Wystawa Natalii LL w Centrum Sztuki Współczesnej Zamek Ujazdowski jest piękna i prosta w odbiorze - pisze Monika Małkowska.

Publikacja: 25.01.2015 19:35

Natalia LL w CSW

Foto: Rzeczpospolita

Banany na konferencji prasowej? Tak! Aż nadto czytelna aluzja do prac Natalii LL, która z egzotycznego owocu o fallicznym kształcie uczyniła swój znak firmowy.

Słodkie dildo, żółty obiekt wszelkiego pożądania stał się przewodnikiem po wystawie „Secretum et Tremor" („Tajemnica i drżenie"; kuratorka – Ewa Toniak). Panoramę starych i nowych realizacji wrocławskiej artystki otwiera seria zdjęć z bananem w roli głównej: „Sztuka konsumpcyjna".

Gdyby ktoś nie wiedział – to sztandarowy cykl LL, naszej LL-egendy sztuki feministycznej (choć ja wolę postrzegać tę twórczość bez jakichkolwiek etykietek). „Sztuka konsumpcyjna" łudziła niektórych łatwym odczytaniem. Na zdjęciach i filmach wideo śliczna i na oko naiwna dziewczyna „konsumuje" na różne sposoby zakrzywiony owoc. Liże go, obmacuje językiem, ślini się. Momentami ociera się o wulgarność. Ale to ułuda! Żółta atrakcja ma nie tylko seksualne konotacje.

W dobie PRL (seria powstała w latach 70. ubiegłego wieku) wyrażała powszechną tęsknotę do dóbr, do których mało kto miał dostęp. Lizanie przez skórkę – to podnieta bez szans na posmakowanie, posiadanie. Fetyszyzm i marzenie. Coś żenującego, zarazem strasznie bolesnego.

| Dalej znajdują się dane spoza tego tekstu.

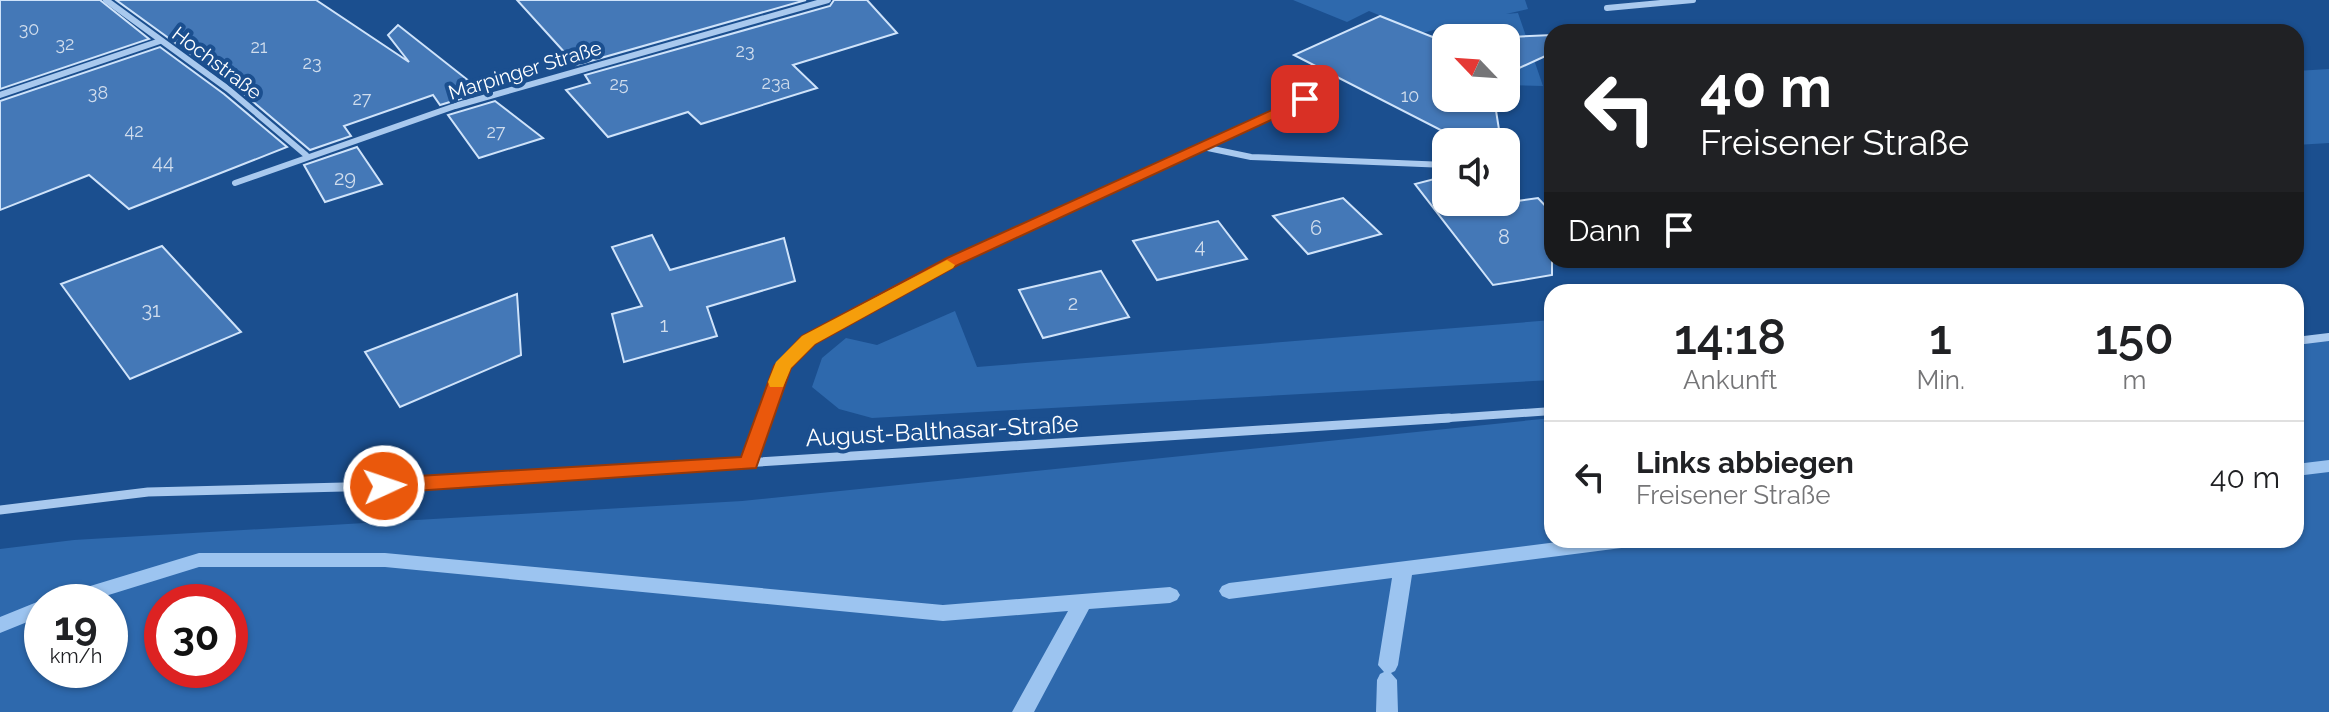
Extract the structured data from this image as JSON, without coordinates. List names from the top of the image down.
{
  "streets": {
    "street": ["Hochstraße", "Marpinger Straße", "August-Balthasar-Straße"]
  },
  "crossings": [
    ["Hochstraße", "Marpinger Straße"]
  ],
  "house_numbers": [
    "30",
    "32",
    "21",
    "23",
    "23",
    "23a",
    "25",
    "38",
    "10",
    "27",
    "42",
    "27",
    "44",
    "29",
    "6",
    "8",
    "4",
    "2",
    "31",
    "1"
  ],
  "north": "top left",
  "page": {
    "turn": ["40 m", "Freisener Straße"],
    "then": "Dann",
    "eta": [
      "14:18",
      "Ankunft",
      "1",
      "Min.",
      "150",
      "m"
    ],
    "list": [
      {
        "name": "Links abbiegen",
        "note": "Freisener Straße",
        "value": "40 m"
      }
    ],
    "speed": "19 km/h",
    "limit": "30"
  }
}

Natalia LL nie była w stanie przewidzieć, że 40 lat później banan stanie się symbolem ogólnodostępnej tandety... Tym silniej działa jej bananowy orgazm, leitmotiv całej ekspozycji.

O niej słowo

Znaczenie, symboliczną i intuicyjną siłę dokonań Natalii LL wspomogła scenografia Małgorzaty Szcześniak, autorki wizualnej oprawy spektakli Krzysztofa Warlikowskiego. Szcześniak podkreśliła nastroje, które pojawiają się w dorobku artystki; jej balansowanie między kpiną, odrazą, zmysłowością, strachem, zachwytem, poczuciem władzy i słabościami.

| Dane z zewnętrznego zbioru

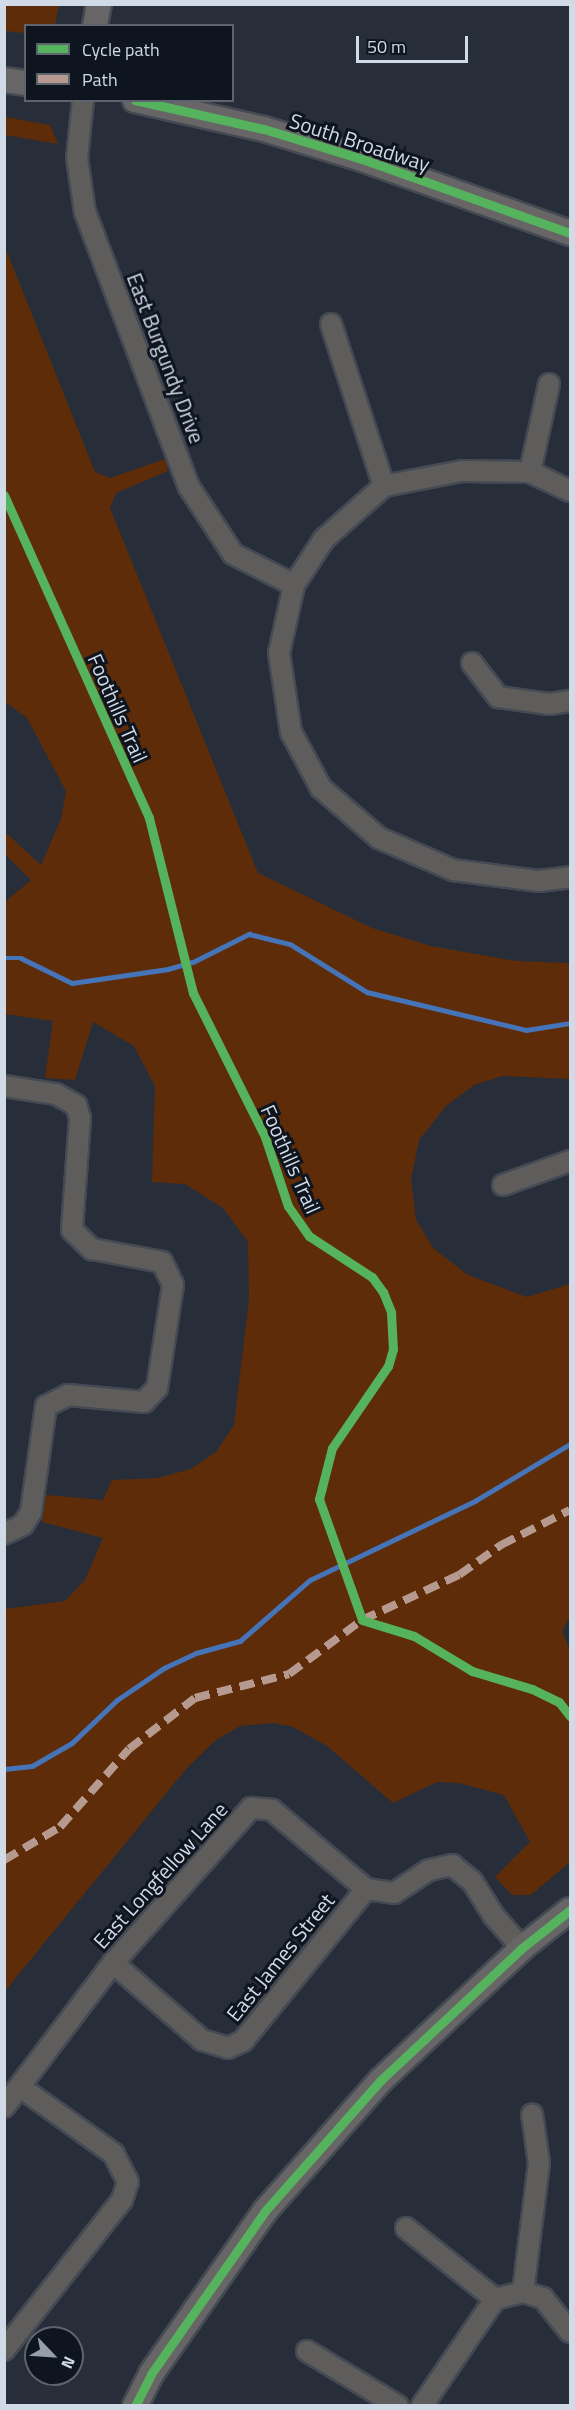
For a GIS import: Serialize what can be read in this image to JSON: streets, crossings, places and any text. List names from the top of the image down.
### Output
{
  "streets": {
    "main road": ["South Broadway"],
    "street": ["East Burgundy Drive", "East Longfellow Lane", "East James Street"],
    "cycle path": ["Foothills Trail"]
  },
  "crossings": [
    ["East Longfellow Lane", "East James Street"]
  ],
  "legend": ["Cycle path", "Path"],
  "scale_bar": "50 m",
  "north": "bottom right"
}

Aranżacja ułatwia również zrozumienie tytułu przedstawienia. Tajemnica staje się wspólnym sekretem; dreszcz grozy – zbiorowym doznaniem śmiertelnej trwogi. Tak „podkręcona" ekspozycja zyskała niemal teatralny dramatyzm, zarazem stając się piękną plastyczną przygodą. To obecnie rzadkość. W dodatku LL sąsiaduje z doskonałą wystawą Katarzyny Józefowicz, a kontrast pomiędzy klimatami wystaw służy obydwu artystkom. Lepiej być nie może!

Mało jest w Polsce twórców o sile rażenia dorównującej LL. Twórców ważnych dla wszystkich pokoleń, docenianych, inspirujących. Ale jedynie Natalia LL doczekała... koronacji. Na tronie osadził ją Karol Radziszewski za sprawą swej ostatniej wystawy „Książę i Królowe" (w toruńskim CSW). Na wernisażu Radziszewski powtórzył głośny (zarazem najcichszy) performance LL – „Śnienie" (1978). Żadna metafora. Artystka wtedy publicznie... spała. W wianku na głowie i białym gieźle. Wyglądała trochę jak utopiona Ofelia, ale żyła, choć przebywała w świecie sennych majaków. Upubliczniła największą intymność: śnienie.

Natalia tak ma. Nie boi się ryzyka. Nie unika śmieszności, skrajności, ekshibicjonizmu (psychicznego i cielesnego). Wie, że sztuka wykalkulowana martwieje. Że bez szaleństwa, wyzwania, otarcia się o strach i uniesienie nie ma kreacji. I że to, co najstraszniejsze, bywa strasznie śmieszne. Jak starość, jak śmierć, jak trauma.

Teraz też tak jest. Natalia wciela się w różne postaci, kreując nowe/stare mity w krzywym zwierciadle grozy i komizmu. Bierze rekwizyty, przybiera pozy i staje przed obiektywem. Na zdjęciach widzimy ją „jak żywą" – w naturalnych barwach i skali. Bez obciachu manifestuje wiek, trochę zbyt pulchne ciało.

Co najważniejsze – choć LL kogoś udaje, to zarazem drwi z fałszu. Jest oto Brunhildą, czarownicą. Towarzyszy jej muzyka z opery Wagnera (którą uwielbia), czyniąc z niej ponadczasową postać. Jednocześnie pozostaje sobą. Kobietą, która panuje nad swym losem i bierze zań odpowiedzialność. Panią swoich wyborów, władczynią fantazji, królową życia i dostępnych w nim doświadczeń. Dla kogoś pokroju Natalii każdy dzień może stać się eksperymentem. Im więcej lat, tym więcej świadomości. Starość? Wiek sprzyja, staje się surowcem twórczym.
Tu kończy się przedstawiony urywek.